** Opening DATA FOR ANALYSIS block **
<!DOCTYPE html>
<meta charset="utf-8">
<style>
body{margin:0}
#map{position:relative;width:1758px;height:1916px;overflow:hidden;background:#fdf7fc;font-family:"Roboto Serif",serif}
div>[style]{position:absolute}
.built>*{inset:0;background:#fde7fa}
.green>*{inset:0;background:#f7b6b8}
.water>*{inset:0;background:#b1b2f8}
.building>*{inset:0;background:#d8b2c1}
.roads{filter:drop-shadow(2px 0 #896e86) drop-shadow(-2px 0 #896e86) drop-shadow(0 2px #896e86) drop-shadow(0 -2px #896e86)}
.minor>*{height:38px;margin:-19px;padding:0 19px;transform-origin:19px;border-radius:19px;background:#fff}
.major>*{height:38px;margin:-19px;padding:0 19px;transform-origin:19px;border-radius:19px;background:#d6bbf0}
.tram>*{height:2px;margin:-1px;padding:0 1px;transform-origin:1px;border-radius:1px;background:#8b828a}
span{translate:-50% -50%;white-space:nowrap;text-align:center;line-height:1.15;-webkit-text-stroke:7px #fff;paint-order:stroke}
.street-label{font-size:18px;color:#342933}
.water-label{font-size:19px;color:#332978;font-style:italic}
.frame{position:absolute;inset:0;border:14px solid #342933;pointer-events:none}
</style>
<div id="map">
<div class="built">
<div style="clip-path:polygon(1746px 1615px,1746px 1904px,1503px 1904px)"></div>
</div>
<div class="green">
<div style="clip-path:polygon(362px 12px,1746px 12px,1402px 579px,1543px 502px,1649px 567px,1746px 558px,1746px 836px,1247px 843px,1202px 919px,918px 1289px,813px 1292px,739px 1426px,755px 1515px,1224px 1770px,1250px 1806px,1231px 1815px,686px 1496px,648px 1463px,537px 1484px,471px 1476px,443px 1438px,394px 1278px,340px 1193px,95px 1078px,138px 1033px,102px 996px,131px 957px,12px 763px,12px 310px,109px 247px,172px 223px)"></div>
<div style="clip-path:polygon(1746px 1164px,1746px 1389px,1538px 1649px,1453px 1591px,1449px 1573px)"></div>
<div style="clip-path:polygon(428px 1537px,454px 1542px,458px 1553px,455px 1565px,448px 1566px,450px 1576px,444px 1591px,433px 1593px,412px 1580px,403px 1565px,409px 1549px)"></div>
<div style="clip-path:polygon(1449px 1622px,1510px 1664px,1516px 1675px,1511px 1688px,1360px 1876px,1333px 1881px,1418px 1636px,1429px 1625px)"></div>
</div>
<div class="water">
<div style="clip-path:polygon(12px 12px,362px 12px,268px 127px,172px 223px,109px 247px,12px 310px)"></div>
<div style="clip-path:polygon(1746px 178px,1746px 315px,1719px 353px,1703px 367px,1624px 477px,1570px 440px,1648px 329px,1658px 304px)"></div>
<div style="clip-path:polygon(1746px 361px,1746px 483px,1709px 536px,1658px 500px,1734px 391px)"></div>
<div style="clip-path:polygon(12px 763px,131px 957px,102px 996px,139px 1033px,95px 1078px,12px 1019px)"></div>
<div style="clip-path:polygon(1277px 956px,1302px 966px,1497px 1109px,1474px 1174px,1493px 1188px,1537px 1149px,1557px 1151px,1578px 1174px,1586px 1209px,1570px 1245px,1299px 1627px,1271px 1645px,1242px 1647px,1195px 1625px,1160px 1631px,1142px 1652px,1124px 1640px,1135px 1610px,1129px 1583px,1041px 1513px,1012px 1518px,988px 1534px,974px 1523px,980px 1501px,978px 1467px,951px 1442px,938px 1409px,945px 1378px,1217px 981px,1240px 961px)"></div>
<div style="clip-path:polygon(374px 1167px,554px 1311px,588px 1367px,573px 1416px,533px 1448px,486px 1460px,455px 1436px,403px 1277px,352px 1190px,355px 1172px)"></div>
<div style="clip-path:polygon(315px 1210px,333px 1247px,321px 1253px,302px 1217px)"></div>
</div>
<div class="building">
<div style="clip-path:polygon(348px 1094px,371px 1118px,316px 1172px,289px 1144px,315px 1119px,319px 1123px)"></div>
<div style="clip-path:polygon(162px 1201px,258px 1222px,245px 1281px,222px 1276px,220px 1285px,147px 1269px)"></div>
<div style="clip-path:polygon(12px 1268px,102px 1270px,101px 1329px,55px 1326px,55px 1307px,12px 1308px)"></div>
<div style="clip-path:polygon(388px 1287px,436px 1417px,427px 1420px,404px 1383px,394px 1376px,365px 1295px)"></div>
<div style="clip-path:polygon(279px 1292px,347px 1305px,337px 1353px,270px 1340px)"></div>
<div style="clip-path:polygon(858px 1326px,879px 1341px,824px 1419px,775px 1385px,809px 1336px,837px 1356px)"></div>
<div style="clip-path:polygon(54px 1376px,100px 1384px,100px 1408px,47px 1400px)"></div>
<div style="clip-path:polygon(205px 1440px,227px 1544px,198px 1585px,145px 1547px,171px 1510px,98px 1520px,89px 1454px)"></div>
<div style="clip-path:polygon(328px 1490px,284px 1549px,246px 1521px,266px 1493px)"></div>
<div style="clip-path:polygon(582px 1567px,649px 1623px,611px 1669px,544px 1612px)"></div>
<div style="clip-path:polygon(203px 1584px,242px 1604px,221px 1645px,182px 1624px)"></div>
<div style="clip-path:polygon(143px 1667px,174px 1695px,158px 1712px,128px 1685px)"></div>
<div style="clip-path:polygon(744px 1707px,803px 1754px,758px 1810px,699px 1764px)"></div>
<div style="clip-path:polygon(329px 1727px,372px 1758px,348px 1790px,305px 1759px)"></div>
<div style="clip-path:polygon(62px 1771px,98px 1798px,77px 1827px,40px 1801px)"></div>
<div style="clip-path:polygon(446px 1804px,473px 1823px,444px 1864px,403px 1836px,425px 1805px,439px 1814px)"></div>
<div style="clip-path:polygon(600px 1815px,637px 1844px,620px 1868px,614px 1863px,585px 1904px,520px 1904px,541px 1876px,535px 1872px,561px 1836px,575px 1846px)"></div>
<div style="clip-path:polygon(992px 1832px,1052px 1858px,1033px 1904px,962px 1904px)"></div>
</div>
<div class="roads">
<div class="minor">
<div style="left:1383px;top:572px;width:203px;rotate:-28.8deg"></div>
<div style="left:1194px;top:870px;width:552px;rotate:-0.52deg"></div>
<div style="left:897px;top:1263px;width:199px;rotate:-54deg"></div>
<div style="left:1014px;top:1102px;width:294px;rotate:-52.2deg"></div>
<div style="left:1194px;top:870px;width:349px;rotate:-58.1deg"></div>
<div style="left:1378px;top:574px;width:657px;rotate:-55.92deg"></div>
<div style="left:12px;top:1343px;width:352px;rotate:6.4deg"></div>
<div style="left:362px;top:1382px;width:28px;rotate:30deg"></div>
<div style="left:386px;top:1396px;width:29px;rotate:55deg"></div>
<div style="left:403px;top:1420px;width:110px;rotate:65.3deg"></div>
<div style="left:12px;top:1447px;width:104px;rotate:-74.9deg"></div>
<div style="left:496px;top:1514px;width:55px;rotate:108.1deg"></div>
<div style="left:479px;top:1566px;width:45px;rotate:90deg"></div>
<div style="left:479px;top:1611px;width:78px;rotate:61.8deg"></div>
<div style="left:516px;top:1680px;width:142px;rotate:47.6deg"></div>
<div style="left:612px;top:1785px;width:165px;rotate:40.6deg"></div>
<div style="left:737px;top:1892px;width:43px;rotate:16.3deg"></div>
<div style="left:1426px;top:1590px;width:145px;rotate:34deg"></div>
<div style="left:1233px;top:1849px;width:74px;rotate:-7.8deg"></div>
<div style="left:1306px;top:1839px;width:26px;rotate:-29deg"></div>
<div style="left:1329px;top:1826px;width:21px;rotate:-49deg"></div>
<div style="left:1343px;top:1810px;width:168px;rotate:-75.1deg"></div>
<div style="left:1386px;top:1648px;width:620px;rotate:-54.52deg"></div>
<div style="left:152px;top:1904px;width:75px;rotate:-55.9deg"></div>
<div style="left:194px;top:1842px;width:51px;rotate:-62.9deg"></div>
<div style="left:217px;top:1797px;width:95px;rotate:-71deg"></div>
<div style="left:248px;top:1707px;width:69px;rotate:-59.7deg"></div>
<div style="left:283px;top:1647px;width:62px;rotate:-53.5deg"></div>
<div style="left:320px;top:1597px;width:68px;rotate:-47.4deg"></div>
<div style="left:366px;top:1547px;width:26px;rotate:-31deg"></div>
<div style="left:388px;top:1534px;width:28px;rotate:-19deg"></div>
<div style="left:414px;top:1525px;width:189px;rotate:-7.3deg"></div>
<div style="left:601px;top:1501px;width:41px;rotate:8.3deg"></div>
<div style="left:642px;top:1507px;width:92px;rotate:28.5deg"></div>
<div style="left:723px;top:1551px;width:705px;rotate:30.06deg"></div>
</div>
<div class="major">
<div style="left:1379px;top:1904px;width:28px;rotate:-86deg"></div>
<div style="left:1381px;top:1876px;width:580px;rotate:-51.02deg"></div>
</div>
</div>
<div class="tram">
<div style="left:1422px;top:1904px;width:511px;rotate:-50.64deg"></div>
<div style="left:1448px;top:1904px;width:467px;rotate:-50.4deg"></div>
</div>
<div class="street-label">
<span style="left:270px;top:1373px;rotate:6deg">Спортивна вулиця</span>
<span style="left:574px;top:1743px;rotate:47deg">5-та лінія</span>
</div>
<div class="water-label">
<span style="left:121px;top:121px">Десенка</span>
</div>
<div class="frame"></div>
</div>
** Closing DATA FOR ANALYSIS block **
_EXERCISE:_
Quote, with nothing altered, all lines from the start of the entries to the line that carries "0 #896e86) drop-shadow(-2px", inclusive.

_RESPONSE:_
<!DOCTYPE html>
<meta charset="utf-8">
<style>
body{margin:0}
#map{position:relative;width:1758px;height:1916px;overflow:hidden;background:#fdf7fc;font-family:"Roboto Serif",serif}
div>[style]{position:absolute}
.built>*{inset:0;background:#fde7fa}
.green>*{inset:0;background:#f7b6b8}
.water>*{inset:0;background:#b1b2f8}
.building>*{inset:0;background:#d8b2c1}
.roads{filter:drop-shadow(2px 0 #896e86) drop-shadow(-2px 0 #896e86) drop-shadow(0 2px #896e86) drop-shadow(0 -2px #896e86)}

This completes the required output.